▶ _Exercise prompt_: Your task is to copy every line of the entries that holds the word "lineJoin".

= = = = =

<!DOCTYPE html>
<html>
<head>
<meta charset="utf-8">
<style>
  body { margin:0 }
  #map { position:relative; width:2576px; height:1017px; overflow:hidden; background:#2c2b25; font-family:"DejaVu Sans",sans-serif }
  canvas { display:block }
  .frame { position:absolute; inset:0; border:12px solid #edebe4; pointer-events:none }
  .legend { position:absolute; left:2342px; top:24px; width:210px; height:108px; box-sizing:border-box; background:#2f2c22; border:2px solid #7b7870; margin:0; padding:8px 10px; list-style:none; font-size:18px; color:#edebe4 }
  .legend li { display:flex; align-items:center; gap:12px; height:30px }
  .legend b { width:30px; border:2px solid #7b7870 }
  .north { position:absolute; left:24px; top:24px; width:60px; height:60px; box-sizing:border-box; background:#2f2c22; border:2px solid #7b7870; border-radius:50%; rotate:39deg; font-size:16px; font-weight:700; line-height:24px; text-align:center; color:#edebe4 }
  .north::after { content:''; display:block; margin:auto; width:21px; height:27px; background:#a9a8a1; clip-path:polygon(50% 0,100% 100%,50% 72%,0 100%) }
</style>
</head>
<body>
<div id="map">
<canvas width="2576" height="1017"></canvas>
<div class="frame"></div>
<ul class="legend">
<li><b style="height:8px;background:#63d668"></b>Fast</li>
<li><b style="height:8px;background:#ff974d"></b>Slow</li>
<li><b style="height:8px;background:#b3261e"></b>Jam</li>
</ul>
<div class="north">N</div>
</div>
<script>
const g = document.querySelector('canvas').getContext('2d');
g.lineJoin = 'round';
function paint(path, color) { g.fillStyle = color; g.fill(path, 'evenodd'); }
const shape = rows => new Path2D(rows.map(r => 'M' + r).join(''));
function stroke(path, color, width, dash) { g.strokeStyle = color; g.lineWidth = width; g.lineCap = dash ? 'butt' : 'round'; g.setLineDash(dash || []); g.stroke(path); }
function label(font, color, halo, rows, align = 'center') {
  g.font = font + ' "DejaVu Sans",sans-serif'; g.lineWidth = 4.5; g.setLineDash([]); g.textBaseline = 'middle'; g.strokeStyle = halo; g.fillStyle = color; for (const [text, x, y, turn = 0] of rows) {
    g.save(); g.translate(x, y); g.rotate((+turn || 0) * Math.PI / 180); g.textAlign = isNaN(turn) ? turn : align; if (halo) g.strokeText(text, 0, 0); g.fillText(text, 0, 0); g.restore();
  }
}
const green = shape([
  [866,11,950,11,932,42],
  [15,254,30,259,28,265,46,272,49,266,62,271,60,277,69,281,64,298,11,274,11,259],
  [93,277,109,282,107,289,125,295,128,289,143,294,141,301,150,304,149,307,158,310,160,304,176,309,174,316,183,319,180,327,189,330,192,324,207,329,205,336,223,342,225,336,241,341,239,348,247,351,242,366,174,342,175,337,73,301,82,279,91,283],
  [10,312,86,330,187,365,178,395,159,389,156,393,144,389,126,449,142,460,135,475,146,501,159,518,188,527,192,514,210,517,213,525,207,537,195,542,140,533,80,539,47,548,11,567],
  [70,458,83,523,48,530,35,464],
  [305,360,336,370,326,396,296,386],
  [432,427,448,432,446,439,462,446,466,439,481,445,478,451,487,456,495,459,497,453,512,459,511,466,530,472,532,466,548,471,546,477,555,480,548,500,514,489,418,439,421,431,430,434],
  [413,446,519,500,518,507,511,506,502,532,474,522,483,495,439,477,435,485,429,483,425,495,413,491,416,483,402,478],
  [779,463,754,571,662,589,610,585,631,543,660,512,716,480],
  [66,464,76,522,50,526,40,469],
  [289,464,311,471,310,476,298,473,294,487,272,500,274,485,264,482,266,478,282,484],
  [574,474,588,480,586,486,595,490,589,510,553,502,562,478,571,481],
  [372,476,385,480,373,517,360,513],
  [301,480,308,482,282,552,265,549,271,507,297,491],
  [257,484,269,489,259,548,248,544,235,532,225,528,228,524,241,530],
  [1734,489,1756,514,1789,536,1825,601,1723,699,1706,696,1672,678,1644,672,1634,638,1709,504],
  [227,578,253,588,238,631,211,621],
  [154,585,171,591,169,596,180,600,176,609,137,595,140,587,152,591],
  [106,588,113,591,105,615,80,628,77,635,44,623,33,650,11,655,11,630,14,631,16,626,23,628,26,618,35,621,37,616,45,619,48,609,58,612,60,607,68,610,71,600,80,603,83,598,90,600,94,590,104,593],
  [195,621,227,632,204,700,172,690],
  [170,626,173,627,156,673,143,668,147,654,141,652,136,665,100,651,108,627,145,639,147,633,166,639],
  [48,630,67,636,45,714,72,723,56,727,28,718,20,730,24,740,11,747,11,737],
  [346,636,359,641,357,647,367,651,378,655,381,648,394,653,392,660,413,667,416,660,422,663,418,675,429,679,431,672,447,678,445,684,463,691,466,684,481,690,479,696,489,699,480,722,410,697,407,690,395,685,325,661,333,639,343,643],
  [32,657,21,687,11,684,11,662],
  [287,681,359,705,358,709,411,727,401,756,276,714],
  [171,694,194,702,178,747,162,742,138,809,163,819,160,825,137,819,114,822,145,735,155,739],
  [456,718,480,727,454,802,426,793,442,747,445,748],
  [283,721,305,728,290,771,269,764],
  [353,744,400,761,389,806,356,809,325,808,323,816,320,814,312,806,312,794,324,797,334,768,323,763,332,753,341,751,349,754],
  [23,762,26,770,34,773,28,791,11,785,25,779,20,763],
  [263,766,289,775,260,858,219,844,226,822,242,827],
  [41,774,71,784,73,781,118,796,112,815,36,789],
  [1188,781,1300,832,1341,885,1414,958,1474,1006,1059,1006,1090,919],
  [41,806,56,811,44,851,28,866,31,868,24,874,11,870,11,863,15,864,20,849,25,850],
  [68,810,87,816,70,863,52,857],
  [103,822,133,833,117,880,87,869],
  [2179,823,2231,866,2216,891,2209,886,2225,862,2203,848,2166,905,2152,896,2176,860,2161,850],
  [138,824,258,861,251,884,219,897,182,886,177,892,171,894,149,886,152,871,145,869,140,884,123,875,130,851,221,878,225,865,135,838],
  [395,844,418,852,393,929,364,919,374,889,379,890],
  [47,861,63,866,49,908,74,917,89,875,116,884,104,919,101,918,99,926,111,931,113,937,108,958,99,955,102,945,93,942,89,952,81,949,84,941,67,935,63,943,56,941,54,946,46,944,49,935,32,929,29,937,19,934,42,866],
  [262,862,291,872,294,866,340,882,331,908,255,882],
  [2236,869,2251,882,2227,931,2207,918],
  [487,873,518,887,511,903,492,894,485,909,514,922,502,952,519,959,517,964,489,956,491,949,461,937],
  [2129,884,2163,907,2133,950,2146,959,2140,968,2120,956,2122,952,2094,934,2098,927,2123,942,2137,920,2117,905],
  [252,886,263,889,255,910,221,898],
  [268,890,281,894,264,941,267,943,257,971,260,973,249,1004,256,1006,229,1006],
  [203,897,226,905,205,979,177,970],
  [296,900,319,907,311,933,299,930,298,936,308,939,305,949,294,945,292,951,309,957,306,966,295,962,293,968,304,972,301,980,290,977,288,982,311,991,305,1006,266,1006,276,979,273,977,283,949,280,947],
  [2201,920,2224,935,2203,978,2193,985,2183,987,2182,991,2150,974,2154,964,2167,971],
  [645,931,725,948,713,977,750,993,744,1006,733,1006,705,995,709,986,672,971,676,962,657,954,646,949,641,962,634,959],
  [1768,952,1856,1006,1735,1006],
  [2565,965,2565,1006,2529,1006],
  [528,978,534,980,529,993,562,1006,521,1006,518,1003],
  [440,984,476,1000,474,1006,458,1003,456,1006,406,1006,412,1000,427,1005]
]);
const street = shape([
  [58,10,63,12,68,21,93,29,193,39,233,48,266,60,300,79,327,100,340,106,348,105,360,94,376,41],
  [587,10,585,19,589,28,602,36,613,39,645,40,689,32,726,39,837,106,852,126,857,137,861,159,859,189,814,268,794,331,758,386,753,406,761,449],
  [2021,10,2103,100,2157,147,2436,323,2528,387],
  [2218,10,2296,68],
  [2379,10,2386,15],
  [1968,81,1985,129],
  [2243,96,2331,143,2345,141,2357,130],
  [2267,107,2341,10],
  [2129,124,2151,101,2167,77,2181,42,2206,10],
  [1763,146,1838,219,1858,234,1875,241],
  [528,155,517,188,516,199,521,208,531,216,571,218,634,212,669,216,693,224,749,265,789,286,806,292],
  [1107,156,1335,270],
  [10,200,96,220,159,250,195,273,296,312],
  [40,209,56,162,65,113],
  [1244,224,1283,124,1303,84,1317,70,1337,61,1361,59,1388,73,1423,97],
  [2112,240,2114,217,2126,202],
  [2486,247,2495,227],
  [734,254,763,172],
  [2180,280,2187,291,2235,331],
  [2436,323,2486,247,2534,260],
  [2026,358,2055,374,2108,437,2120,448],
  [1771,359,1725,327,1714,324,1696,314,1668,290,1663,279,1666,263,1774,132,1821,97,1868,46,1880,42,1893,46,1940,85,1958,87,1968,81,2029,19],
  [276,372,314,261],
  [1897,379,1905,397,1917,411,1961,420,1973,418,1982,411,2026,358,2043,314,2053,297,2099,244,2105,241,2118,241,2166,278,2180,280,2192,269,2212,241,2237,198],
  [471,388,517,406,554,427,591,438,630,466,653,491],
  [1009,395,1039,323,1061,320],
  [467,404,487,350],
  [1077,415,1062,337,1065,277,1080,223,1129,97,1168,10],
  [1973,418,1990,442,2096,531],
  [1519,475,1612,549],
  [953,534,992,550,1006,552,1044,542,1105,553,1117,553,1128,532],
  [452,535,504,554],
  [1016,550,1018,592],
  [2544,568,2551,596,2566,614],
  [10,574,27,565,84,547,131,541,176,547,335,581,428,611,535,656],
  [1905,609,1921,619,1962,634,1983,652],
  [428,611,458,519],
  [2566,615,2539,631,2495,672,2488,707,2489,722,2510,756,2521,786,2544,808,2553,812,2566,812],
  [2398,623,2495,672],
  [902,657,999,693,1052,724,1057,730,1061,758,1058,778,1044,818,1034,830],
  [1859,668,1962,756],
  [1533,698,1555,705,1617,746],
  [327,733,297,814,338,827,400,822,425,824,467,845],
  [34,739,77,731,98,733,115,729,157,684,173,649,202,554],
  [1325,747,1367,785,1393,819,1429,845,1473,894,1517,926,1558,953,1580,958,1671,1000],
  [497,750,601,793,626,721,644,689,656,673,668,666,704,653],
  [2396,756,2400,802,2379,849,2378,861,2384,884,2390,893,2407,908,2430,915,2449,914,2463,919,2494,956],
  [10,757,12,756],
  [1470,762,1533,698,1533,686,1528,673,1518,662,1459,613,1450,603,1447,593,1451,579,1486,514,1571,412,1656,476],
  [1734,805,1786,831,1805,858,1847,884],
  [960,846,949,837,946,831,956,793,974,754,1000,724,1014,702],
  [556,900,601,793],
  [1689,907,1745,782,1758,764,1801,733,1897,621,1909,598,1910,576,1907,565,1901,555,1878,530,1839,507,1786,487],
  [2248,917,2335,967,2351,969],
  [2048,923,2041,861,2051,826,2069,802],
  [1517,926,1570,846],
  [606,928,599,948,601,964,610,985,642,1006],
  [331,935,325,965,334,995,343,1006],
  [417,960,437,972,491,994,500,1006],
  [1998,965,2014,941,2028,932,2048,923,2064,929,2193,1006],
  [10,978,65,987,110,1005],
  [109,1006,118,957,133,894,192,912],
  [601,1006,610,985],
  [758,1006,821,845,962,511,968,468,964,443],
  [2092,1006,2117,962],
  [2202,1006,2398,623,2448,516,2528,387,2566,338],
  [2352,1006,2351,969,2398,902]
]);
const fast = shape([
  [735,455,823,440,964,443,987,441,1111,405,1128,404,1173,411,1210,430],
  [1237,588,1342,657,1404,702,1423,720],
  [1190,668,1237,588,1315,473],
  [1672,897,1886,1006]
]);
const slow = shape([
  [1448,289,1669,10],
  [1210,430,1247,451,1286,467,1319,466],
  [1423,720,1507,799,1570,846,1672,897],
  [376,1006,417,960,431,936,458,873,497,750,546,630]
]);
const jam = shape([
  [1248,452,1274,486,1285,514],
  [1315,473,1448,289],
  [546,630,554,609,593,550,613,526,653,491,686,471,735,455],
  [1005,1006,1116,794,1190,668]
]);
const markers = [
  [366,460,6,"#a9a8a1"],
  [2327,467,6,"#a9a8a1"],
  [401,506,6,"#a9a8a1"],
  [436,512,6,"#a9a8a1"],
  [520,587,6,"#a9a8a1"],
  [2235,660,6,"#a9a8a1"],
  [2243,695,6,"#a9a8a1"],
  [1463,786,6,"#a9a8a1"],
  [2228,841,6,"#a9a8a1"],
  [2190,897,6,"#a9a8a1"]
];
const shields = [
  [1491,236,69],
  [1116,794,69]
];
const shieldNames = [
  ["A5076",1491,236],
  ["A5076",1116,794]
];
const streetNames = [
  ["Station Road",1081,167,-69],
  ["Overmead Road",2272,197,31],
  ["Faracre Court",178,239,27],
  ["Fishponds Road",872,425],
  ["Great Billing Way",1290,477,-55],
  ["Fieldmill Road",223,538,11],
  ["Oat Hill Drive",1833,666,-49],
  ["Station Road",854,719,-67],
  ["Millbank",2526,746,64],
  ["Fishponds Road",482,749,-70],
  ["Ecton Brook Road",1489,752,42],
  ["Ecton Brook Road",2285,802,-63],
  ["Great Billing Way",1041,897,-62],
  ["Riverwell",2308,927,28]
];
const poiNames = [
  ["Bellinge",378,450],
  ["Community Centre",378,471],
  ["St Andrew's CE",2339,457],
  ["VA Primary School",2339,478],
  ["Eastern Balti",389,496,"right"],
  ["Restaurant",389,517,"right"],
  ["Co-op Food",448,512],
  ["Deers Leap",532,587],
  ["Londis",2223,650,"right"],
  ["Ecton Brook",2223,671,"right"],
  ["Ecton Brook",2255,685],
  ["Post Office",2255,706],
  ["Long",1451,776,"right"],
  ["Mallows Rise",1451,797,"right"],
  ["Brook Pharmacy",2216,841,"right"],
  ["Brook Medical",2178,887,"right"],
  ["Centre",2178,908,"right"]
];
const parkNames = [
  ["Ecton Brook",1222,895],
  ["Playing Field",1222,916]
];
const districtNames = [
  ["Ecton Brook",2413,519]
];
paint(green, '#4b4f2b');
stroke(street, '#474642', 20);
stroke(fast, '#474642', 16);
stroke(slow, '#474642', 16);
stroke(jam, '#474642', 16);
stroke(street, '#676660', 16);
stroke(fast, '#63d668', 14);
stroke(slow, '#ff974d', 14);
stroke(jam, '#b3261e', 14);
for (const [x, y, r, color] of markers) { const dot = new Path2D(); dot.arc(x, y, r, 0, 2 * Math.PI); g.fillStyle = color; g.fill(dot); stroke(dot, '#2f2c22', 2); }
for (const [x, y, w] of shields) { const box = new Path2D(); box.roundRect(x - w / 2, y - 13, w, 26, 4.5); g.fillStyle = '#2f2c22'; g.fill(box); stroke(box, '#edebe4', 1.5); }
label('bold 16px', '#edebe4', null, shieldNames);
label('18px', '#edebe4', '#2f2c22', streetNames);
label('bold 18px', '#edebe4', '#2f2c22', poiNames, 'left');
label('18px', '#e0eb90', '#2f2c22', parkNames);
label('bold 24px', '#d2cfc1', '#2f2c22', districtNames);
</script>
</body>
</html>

= = = = =

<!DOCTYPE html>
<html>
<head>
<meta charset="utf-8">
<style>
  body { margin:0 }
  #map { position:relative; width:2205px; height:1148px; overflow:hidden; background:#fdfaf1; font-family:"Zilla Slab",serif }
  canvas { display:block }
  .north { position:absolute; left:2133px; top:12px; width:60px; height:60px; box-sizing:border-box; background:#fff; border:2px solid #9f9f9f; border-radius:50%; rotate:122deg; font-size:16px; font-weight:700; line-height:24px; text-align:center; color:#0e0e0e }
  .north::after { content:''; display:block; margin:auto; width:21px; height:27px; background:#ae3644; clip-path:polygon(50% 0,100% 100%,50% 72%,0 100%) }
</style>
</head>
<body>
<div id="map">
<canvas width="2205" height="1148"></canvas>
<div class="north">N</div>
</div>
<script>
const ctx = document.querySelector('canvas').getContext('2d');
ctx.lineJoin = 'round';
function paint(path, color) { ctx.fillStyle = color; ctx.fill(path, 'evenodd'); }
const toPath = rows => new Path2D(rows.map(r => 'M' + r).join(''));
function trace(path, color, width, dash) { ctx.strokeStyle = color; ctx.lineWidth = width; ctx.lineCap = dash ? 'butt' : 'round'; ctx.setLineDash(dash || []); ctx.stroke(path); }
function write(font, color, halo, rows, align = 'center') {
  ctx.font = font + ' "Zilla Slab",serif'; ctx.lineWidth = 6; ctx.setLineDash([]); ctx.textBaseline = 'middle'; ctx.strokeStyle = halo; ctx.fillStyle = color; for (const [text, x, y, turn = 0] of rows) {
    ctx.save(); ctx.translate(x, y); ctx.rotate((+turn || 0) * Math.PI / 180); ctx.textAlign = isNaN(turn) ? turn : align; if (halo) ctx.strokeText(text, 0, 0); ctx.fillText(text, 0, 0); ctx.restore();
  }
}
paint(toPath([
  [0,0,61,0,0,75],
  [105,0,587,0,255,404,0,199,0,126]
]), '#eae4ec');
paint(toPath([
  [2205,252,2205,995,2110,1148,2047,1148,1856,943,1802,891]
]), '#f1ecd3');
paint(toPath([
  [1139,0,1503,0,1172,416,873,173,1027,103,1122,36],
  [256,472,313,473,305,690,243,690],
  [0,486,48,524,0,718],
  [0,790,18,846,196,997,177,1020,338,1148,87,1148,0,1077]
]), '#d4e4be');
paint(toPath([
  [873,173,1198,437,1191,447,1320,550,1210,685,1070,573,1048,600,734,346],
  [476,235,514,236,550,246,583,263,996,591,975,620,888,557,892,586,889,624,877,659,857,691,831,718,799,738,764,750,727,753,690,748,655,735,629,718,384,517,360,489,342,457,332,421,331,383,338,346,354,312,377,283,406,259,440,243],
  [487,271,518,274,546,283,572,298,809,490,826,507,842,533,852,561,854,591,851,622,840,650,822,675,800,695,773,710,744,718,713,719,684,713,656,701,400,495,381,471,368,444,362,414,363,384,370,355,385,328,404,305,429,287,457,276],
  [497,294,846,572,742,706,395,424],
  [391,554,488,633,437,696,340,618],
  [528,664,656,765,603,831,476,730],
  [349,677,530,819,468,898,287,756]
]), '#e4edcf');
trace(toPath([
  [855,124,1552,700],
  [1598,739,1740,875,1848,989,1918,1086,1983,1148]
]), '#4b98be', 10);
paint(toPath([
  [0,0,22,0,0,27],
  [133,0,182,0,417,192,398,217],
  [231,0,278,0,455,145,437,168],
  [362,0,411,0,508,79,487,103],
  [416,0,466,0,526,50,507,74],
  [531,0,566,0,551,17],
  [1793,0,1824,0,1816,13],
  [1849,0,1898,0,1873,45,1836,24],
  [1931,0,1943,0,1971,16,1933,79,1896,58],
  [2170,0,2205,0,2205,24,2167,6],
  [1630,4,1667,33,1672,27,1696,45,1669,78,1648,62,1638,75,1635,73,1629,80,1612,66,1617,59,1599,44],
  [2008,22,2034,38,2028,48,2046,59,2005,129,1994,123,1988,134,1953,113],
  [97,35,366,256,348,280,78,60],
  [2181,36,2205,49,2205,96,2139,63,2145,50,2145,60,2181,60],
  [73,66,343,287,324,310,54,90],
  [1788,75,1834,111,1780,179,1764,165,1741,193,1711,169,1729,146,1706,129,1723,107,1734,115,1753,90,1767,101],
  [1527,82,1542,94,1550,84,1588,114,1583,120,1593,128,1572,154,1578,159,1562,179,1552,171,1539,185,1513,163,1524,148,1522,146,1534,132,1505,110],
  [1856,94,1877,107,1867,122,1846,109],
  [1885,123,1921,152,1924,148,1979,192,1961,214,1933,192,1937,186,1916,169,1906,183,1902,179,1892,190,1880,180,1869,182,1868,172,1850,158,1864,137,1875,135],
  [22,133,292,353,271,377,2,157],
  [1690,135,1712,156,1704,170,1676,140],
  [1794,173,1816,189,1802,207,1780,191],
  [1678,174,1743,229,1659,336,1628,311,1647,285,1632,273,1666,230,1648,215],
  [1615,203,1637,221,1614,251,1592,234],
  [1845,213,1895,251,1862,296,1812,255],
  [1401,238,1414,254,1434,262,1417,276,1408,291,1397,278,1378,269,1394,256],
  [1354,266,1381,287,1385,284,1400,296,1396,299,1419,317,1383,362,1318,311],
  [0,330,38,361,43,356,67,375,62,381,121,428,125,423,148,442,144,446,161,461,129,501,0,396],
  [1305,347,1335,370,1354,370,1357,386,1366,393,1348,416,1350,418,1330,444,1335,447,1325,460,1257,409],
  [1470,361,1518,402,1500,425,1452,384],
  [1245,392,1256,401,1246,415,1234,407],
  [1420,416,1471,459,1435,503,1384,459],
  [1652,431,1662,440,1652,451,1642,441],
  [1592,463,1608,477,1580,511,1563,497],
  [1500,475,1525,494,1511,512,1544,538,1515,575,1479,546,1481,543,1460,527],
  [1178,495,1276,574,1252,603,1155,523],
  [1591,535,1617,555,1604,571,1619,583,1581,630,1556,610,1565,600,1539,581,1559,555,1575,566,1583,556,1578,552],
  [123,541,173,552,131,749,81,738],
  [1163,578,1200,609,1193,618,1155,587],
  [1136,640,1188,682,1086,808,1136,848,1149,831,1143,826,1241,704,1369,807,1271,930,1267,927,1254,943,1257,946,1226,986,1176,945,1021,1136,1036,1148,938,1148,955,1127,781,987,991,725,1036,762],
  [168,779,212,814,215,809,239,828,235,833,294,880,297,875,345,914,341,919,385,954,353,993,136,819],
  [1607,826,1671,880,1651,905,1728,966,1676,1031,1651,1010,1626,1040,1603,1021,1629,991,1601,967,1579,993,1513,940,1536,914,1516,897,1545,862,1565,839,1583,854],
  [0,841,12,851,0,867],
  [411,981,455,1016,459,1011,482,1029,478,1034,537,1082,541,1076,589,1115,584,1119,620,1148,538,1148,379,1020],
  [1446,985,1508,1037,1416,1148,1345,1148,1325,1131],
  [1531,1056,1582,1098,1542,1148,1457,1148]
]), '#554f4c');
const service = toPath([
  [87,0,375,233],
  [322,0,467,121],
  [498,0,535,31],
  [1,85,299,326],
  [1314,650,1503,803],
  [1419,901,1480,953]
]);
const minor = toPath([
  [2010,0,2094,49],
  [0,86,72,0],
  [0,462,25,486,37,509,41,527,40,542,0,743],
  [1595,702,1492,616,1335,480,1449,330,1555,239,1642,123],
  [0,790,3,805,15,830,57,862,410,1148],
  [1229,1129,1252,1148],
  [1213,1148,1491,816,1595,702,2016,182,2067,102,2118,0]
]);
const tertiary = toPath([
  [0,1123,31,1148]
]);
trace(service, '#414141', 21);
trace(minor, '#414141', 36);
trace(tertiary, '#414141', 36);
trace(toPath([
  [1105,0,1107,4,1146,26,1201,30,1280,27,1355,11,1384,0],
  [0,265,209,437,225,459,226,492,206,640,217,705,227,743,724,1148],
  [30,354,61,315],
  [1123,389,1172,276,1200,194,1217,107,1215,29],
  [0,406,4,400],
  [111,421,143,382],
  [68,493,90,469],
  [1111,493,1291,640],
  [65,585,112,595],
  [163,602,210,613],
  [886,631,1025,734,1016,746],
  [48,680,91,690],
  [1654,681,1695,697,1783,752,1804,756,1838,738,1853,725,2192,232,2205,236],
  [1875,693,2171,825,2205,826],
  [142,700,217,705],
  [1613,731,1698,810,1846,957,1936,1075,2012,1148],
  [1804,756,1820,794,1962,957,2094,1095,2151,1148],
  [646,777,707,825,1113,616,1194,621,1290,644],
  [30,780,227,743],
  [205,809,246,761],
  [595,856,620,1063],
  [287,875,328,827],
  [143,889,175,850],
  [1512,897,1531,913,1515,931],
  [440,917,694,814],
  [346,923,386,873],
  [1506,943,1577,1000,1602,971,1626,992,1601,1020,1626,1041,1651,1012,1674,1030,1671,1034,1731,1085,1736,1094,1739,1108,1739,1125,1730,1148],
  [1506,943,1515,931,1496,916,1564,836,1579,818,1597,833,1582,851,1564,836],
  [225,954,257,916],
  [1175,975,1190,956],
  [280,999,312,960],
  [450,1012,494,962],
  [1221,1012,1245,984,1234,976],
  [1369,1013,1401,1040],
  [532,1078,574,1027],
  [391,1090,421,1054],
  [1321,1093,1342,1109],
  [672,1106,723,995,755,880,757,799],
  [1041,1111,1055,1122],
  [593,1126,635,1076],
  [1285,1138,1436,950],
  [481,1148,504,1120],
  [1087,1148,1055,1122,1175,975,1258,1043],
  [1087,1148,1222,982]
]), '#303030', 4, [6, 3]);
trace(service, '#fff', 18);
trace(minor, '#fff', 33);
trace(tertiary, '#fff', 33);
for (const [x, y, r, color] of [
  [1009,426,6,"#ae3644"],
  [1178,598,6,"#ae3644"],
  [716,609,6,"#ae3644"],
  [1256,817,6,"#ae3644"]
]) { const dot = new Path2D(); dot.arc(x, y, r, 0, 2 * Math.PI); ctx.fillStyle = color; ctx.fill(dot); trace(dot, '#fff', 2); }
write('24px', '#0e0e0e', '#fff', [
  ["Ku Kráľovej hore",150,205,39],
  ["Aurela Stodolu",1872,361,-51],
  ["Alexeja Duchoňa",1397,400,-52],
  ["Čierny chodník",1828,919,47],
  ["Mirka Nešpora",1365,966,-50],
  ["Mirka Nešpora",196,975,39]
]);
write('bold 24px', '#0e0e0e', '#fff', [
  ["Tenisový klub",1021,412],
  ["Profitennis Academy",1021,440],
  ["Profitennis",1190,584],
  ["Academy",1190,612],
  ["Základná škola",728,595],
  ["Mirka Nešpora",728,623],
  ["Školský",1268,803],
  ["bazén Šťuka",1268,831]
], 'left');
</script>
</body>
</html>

= = = = =

▶ _Task output_:
g.lineJoin = 'round';
ctx.lineJoin = 'round';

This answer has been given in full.